Kandit asked director of revenue and taxation Dane Shimizu, “According to a recent audit by the OPA on tobacco tax collections, DRT has continued to license a tobacco wholesaler identified only as Taxpayer 2 even though that company is in significant arrears. According to the OPA, this is against the law. May we know why DRT continues to license this company, despite the law?”

Ms. Shimizu, who has recused herself from the matter, had her deputy director, Marie Lizama, respond to our inquiry. Two days ago she wrote to Kandit:

”In response to your inquiry on the OPA’s recent audit on tobacco, please note that as indicated in the report, ‘Guam Business License Law and DRT policy dictate that no person may renew a business license without clearance that all taxes due thereon have been paid or arrangements have been made with DRT and that such arrangements are current.’”

Kandit followed up the response, asking, “Has this taxpayer been current throughout the term of the arrangement/settlement? Was the taxpayer current as of the audit period?”

She has not replied.

But Mr. Cruz did, when we asked him whether DRT answered to the audit finding that the agency is violating Guam law by continuing to license MidPac:

“Yes. That was their response to my office. My response is that the ‘arrangement’ is not sufficient to insure that the initial tax liability will ever be fully repaid and recovered by the government. The annual payment barely covers the interest due on the promissory note. The original lien agreed to in 2015 was $14 Million. Because the annual payment is so inadequate the lien is now $15.2 Million. It has grown because the annual payment is so inadequate.

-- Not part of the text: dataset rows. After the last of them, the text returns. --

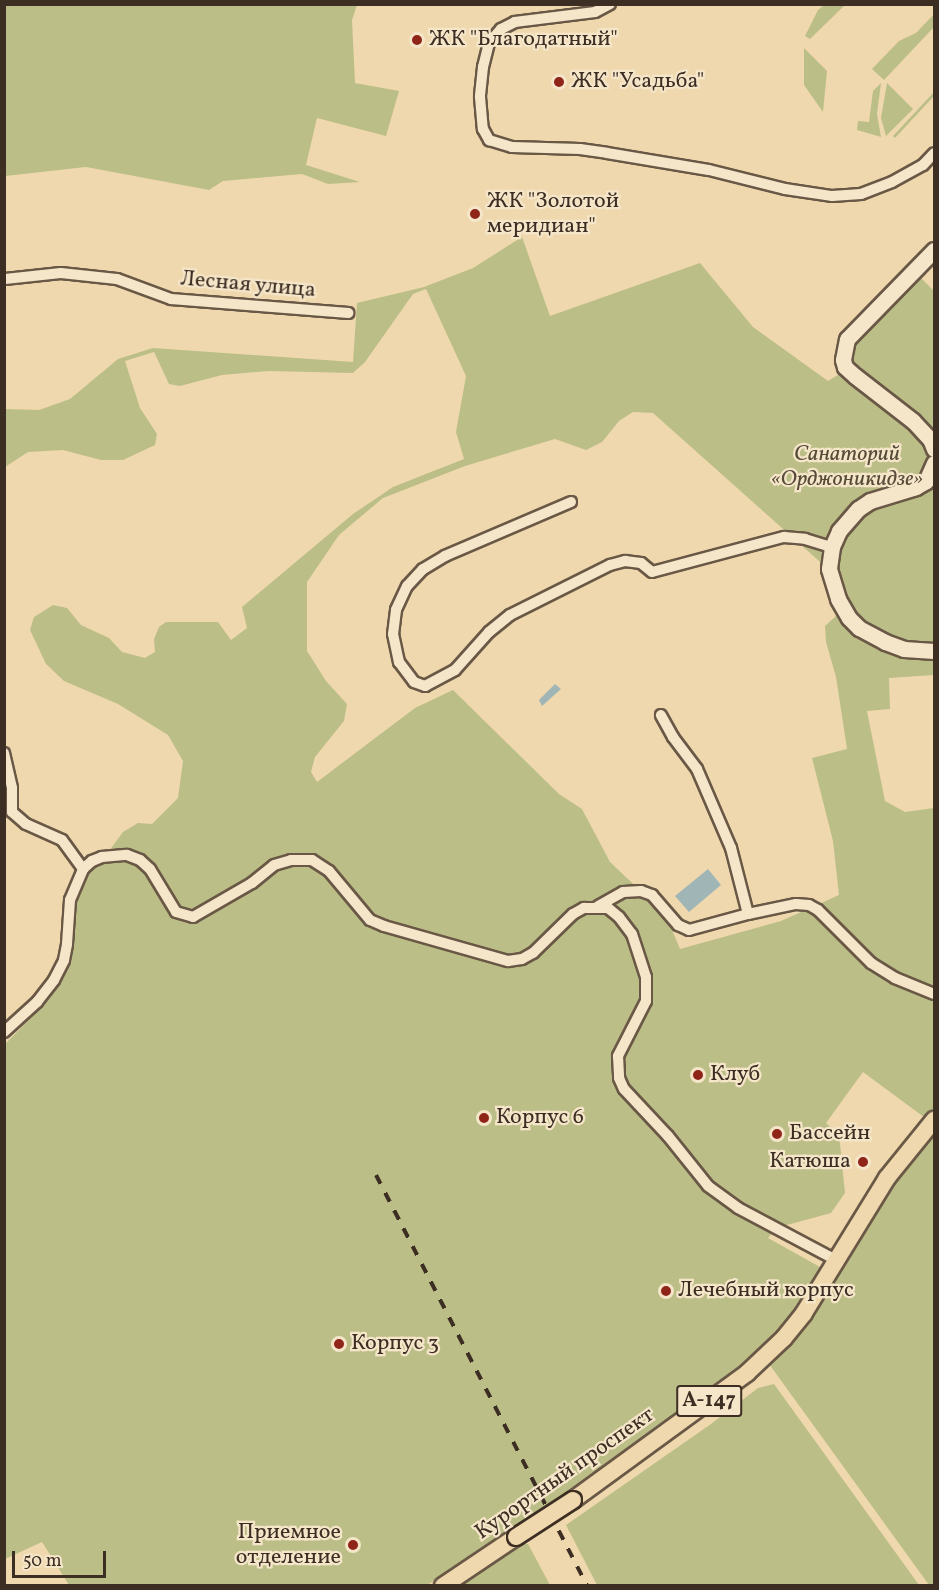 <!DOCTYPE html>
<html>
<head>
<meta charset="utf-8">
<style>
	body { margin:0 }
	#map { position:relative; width:939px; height:1590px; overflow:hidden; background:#efd8ad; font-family:Vollkorn,serif }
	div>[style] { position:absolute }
	.green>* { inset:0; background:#bcbe87 }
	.water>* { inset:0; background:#a0b6b6 }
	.roads { filter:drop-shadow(2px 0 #6a5846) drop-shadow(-2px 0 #6a5846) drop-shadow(0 2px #6a5846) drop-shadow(0 -2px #6a5846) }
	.street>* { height:10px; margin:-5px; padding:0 5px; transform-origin:5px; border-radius:5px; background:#f5e6ca }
	.secondary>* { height:15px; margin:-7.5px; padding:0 7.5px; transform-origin:7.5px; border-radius:7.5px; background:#f5e6ca }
	.primary>* { height:16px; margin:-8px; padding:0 8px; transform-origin:8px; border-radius:8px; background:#efd8ad }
	.rail>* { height:4px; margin-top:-2px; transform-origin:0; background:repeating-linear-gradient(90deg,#3d2e23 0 10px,transparent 0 20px) }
	.bridges { filter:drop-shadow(2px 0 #3d2e23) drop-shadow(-2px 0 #3d2e23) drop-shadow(0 2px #3d2e23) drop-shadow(0 -2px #3d2e23) }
	.primary-bridge>* { height:16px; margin:-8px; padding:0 8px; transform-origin:8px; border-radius:8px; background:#efd8ad }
	.dots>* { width:16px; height:16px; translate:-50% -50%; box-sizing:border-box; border:3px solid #f5e6ca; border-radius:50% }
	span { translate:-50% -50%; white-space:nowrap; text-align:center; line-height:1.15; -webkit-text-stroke:4.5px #f5e6ca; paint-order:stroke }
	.shield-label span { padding:2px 4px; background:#f5e6ca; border:2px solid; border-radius:4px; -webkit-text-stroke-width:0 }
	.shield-label { font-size:21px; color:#3d2e23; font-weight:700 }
	.poi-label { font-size:22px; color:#3d2e23 }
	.left { translate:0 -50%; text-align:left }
	.right { translate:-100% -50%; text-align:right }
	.street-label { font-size:22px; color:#3d2e23 }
	.park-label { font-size:22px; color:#564b37; font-style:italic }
	.frame { position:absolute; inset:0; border:6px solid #3d2e23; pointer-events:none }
	.scale { position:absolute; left:12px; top:1551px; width:94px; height:27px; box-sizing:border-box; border:3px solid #3d2e23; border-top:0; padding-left:8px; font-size:18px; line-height:21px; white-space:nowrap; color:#3d2e23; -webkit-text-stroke:4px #f5e6ca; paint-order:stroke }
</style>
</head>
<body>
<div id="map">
	<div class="green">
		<i style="clip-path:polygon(4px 5px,357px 5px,352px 20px,355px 83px,399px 91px,386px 136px,317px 118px,306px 165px,360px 182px,328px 184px,302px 174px,223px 181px,209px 190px,86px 167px,5px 176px)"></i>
		<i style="clip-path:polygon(824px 5px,845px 5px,810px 39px,805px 36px,818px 10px)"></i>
		<i style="clip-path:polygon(934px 14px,934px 27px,884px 80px,872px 69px,899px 41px,916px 33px)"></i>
		<i style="clip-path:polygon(804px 48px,827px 71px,823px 112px,804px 85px)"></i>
		<i style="clip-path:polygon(881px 83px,877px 114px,881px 137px,857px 130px,858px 121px,869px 122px,873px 91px)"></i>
		<i style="clip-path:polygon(887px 83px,913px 109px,886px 136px,881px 118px)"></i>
		<i style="clip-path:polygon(934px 92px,934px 96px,895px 138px,893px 136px)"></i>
		<i style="clip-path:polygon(evenodd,522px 237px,550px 316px,700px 263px,753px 327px,828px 381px,854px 365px,853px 352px,863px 324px,915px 272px,934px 291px,934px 675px,889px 678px,890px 709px,867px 711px,885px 801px,905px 812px,934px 808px,934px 1585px,929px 1585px,764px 1357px,534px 1518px,427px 1585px,69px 1585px,42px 1542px,5px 1559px,5px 1044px,43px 1006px,59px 980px,73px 891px,85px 861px,109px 851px,123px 832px,138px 823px,152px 824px,178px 798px,183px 761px,168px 735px,118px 704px,64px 681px,46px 664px,30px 630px,34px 617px,53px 605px,67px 608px,81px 625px,109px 638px,122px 652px,145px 658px,155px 652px,154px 639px,159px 627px,166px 622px,218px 622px,231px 640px,247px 628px,242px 607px,353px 514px,393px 487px,464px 459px,456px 432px,466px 376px,426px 289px,413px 294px,365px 362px,353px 373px,269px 371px,222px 375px,180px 386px,169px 384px,154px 352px,125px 361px,140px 408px,157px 434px,155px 445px,123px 460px,101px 460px,63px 450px,28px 452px,5px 467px,5px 409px,39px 410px,70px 399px,118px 359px,153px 348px,353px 362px,357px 303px,424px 287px,473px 268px,522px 237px,633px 412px,653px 413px,828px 569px,848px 618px,836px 616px,825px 626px,826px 642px,836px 677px,847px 749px,812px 758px,833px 841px,839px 895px,781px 921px,680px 949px,670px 925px,649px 899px,610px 862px,582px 809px,559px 794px,453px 690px,415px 708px,317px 782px,311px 772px,315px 757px,344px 721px,347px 704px,326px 681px,307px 651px,307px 582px,339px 535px,383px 498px,465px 466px,555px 439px,586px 450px,602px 442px,619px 421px,633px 412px,522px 237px,863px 1072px,932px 1123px,823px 1279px,820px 1267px,768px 1238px,776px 1228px,831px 1213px,845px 1193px,839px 1134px,826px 1123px,863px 1072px)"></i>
		<i style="clip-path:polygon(774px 1384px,919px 1585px,597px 1585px,566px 1525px,711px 1424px,758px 1388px)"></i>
		<i style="clip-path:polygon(515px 1544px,528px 1544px,550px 1585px,443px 1586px)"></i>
	</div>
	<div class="water">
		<i style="clip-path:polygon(555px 684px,561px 689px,542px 706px,539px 700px)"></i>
		<i style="clip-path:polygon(708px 869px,721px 885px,689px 912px,675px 896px)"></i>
	</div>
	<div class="roads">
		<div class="street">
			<i style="left:610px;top:4px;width:17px;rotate:152deg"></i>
			<i style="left:595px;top:12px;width:81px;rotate:172.9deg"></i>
			<i style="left:515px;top:22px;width:16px;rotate:153deg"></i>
			<i style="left:501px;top:29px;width:18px;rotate:131deg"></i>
			<i style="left:489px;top:43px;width:25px;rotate:104deg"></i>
			<i style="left:483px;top:67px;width:30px;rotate:96deg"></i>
			<i style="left:480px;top:97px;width:32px;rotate:85deg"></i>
			<i style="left:483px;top:129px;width:13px;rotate:61deg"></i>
			<i style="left:489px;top:140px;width:24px;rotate:17deg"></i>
			<i style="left:512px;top:147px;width:68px;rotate:1.7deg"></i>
			<i style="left:580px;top:149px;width:27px;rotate:8deg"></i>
			<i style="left:607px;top:153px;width:103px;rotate:9.5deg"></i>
			<i style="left:709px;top:170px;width:78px;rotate:14deg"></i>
			<i style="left:785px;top:189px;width:48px;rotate:8.5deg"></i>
			<i style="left:832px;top:196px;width:29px;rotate:-4deg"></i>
			<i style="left:861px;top:194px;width:33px;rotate:-21deg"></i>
			<i style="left:892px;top:182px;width:35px;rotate:-29deg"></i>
			<i style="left:923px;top:165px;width:16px;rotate:-47deg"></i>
			<i style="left:5px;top:279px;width:56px;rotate:-6.1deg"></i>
			<i style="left:61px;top:273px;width:56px;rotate:6.1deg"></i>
			<i style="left:117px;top:279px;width:58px;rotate:20.3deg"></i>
			<i style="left:171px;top:299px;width:178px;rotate:4.5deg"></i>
			<i style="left:571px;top:502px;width:137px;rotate:156.8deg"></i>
			<i style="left:445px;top:556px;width:26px;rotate:149deg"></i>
			<i style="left:423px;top:569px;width:23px;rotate:133deg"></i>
			<i style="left:407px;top:586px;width:26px;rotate:115deg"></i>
			<i style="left:396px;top:610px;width:24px;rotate:97deg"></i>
			<i style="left:393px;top:634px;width:29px;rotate:78deg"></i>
			<i style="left:399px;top:662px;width:25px;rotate:53deg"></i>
			<i style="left:414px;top:682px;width:12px;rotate:20deg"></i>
			<i style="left:425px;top:686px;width:34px;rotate:-28deg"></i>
			<i style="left:455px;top:670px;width:51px;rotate:-48.2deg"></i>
			<i style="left:489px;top:632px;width:27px;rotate:-39deg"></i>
			<i style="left:510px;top:615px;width:112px;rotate:-26.6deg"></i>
			<i style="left:610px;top:565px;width:16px;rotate:-15deg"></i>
			<i style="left:625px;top:561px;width:16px;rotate:7deg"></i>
			<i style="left:641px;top:563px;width:14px;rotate:39deg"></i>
			<i style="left:652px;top:572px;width:137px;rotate:-14.9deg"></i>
			<i style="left:784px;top:537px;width:21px;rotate:5deg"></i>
			<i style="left:805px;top:539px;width:28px;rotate:17deg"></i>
			<i style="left:4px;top:753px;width:36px;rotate:77deg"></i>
			<i style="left:12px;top:788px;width:24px;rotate:90deg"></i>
			<i style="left:12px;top:812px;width:18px;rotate:41deg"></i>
			<i style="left:26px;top:824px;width:39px;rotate:24deg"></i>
			<i style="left:62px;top:840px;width:36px;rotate:54deg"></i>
			<i style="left:598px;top:906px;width:29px;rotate:-29deg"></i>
			<i style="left:623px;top:892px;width:18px;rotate:-3deg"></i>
			<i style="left:641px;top:891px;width:12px;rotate:20deg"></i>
			<i style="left:652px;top:895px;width:40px;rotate:49deg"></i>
			<i style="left:678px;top:925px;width:12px;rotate:24deg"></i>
			<i style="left:689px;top:930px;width:61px;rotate:-15.2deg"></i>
			<i style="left:748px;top:914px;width:68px;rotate:-104.4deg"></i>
			<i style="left:731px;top:848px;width:86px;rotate:-113.3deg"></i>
			<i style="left:697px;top:769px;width:40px;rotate:-127deg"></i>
			<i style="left:673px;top:737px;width:25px;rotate:-119deg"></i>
			<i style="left:748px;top:914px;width:49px;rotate:-11.8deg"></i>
			<i style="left:796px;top:904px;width:13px;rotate:4deg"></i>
			<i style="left:809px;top:905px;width:10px;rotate:29deg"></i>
			<i style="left:818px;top:910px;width:75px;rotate:45deg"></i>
			<i style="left:871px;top:963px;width:28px;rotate:32deg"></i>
			<i style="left:895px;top:978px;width:42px;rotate:22.3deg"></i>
			<i style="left:4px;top:1032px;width:45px;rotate:-42.3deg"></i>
			<i style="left:37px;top:1002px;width:28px;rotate:-52deg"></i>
			<i style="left:54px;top:980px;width:22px;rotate:-63deg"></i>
			<i style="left:64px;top:960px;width:16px;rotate:-79deg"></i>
			<i style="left:67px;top:944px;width:44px;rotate:-86.1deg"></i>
			<i style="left:70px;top:900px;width:34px;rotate:-67deg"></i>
			<i style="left:83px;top:869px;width:12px;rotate:-42deg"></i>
			<i style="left:92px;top:861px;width:11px;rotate:-22deg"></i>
			<i style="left:102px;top:857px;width:25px;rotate:-5deg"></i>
			<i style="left:127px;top:855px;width:14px;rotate:21deg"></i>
			<i style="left:140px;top:860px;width:13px;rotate:42deg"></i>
			<i style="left:150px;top:869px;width:50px;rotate:58.8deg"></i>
			<i style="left:176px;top:912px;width:18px;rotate:16deg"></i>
			<i style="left:193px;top:917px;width:68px;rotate:-30deg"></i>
			<i style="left:252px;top:883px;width:28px;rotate:-39deg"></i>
			<i style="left:274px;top:865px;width:18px;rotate:-16deg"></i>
			<i style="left:291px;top:860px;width:21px"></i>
			<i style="left:312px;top:860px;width:20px;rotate:33deg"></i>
			<i style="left:329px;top:871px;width:64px;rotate:50.1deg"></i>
			<i style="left:370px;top:920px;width:15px;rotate:23deg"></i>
			<i style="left:384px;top:926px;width:129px;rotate:15.8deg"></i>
			<i style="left:508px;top:961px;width:14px;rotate:-8deg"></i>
			<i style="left:522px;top:959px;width:13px;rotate:-29deg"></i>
			<i style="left:533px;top:953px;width:56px;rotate:-44.3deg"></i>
			<i style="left:573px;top:914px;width:13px;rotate:-29deg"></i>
			<i style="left:584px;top:908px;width:24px"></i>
			<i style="left:608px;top:908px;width:14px;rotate:39deg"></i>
			<i style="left:619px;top:917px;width:21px;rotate:53deg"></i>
			<i style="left:632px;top:934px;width:45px;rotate:72deg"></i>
			<i style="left:646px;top:977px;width:24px;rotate:90deg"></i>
			<i style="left:646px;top:1001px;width:62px;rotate:117deg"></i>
			<i style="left:618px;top:1056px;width:22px;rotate:87deg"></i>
			<i style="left:619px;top:1078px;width:12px;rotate:66deg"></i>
			<i style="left:624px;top:1089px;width:64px;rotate:46.9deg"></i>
			<i style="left:668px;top:1136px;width:64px;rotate:51.3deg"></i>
			<i style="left:708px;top:1186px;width:37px;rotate:36deg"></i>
			<i style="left:738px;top:1208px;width:111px;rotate:28deg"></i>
		</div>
		<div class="secondary">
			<i style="left:934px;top:250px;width:124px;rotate:134.3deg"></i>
			<i style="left:847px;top:339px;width:21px;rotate:101deg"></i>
			<i style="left:843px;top:360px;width:7px;rotate:74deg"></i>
			<i style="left:845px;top:367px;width:13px;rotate:42deg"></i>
			<i style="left:855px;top:376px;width:73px;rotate:37.8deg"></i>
			<i style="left:913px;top:421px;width:25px;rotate:47deg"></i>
			<i style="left:930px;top:439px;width:11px;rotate:68deg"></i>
			<i style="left:934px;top:463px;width:20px;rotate:114deg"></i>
			<i style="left:926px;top:481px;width:12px;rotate:149deg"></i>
			<i style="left:916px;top:487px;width:48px;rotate:163.1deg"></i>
			<i style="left:870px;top:501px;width:14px;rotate:146deg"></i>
			<i style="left:858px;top:509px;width:29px;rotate:131deg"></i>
			<i style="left:839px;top:531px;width:17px;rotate:114deg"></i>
			<i style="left:832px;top:547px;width:22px;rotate:98deg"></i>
			<i style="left:829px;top:569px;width:31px;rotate:73deg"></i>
			<i style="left:838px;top:599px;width:22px;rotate:60deg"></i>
			<i style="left:849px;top:618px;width:14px;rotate:45deg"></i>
			<i style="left:859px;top:628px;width:30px;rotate:28deg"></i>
			<i style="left:885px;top:642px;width:20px;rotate:20deg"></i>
			<i style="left:904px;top:649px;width:30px;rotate:4deg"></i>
		</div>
		<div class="primary">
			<i style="left:573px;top:1500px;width:215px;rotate:-36.1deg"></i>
			<i style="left:747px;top:1373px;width:51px;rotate:-43.4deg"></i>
			<i style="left:784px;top:1338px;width:32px;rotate:-51deg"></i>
			<i style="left:804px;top:1313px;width:158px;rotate:-58.4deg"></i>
			<i style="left:887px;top:1178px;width:75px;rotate:-51deg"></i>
			<i style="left:443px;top:1586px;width:88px;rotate:-33.9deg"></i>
		</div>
	</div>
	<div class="rail">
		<i style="left:376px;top:1175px;width:462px;rotate:62.8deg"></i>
	</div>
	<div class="bridges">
		<div class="primary-bridge">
			<i style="left:516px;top:1537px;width:68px;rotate:-33deg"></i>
		</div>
	</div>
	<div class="dots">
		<i style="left:417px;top:40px;background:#8f2418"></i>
		<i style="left:559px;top:82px;background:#8f2418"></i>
		<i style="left:475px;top:214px;background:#8f2418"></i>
		<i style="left:698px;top:1075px;background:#8f2418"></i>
		<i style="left:484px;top:1118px;background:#8f2418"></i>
		<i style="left:777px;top:1134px;background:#8f2418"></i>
		<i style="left:863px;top:1162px;background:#8f2418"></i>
		<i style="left:666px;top:1291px;background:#8f2418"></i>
		<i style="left:339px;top:1344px;background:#8f2418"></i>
		<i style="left:353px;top:1545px;background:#8f2418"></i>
	</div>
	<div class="shield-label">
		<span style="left:709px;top:1401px">А-147</span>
	</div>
	<div class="poi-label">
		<span class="left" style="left:429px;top:40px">ЖК "Благодатный"</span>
		<span class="left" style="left:571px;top:82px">ЖК "Усадьба"</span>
		<span class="left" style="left:487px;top:214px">ЖК "Золотой<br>меридиан"</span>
		<span class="left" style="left:710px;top:1075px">Клуб</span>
		<span class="left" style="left:496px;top:1118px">Корпус 6</span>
		<span class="left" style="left:789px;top:1134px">Бассейн</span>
		<span class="right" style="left:851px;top:1162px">Катюша</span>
		<span class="left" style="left:678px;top:1291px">Лечебный корпус</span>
		<span class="left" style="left:351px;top:1344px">Корпус 3</span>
		<span class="right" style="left:341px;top:1545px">Приемное<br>отделение</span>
	</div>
	<div class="street-label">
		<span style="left:248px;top:285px;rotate:5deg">Лесная улица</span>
		<span style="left:565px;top:1474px;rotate:-35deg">Курортный проспект</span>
	</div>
	<div class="park-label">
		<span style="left:847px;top:467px">Санаторий<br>«Орджоникидзе»</span>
	</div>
	<div class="frame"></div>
	<div class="scale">50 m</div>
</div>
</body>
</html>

A promissory note should have payments to assure that the note will be fully repaid in a fixed number of years. This ‘arrangement’ was never designed to ever be fully repaid. In the first year of the Note the Government did not object, in fact [they] supported the taxpayer in petitioning the court to temporarily lift the lien so that a sale of real property could be finalized and the proceeds of the sale in excess of $1 Million could pass to the taxpayer rather than be garnished by the government pursuant to the note. Under the Note as written the taxpayer can make their annual payment and be ‘current’ and receive a renewal license to continue operation for the next 30 years and the principal will never have been recovered by government and the taxpayer can continue to operate and make a profit. A reputable bank would have designed annual payments sufficient to cover the interest and reduce the principal so that the loan will eventually be repaid within the agreed to loan period. This ‘arrangement’ was designed to allow the taxpayer to continue to operate though there is no expectation of the original principal ever being paid.”

While the settlement occurred during the Calvo administration, the current administration of Gov. Lou Leon Guerrero, which has continued to allow the licensing, also has significant conflicts of interest. Ms. Leon Guerrero has close family ties to another cigarette distributor company, and according to her final campaign finance report to the Guam Election Commission, members of the Calvo family and top executives of their companies donated thousands of dollars to her reelection campaign.

Kandit asked her director of communications, Krystal Paco-San Agustin last week: “Has the governor or anyone at the governor’s office given any instruction or even suggestion to the Department of Revenue and Taxation to continue allowing the licensing of MidPac as a tobacco-distribution company?”

She replied Monday, “The Office of the Governor is not involved with the issuance of business licenses, including those of tobacco wholesalers. That is a statutory and regulatory process that is held by DRT. The Governor has the fullest confidence that DRT is fully complying with the applicable laws and regulations.”

We followed up with the questions:

”So, directly to the question of whether anyone at the governor’s office got involved in the determination to renew MidPac’s business license since 2019… the answer is ‘no?’”

”How does the governor reconcile her confidence DRT is following the law against the express statement in the OPA audit that says DRT did not follow the law?”

She has not replied to the follow up questions.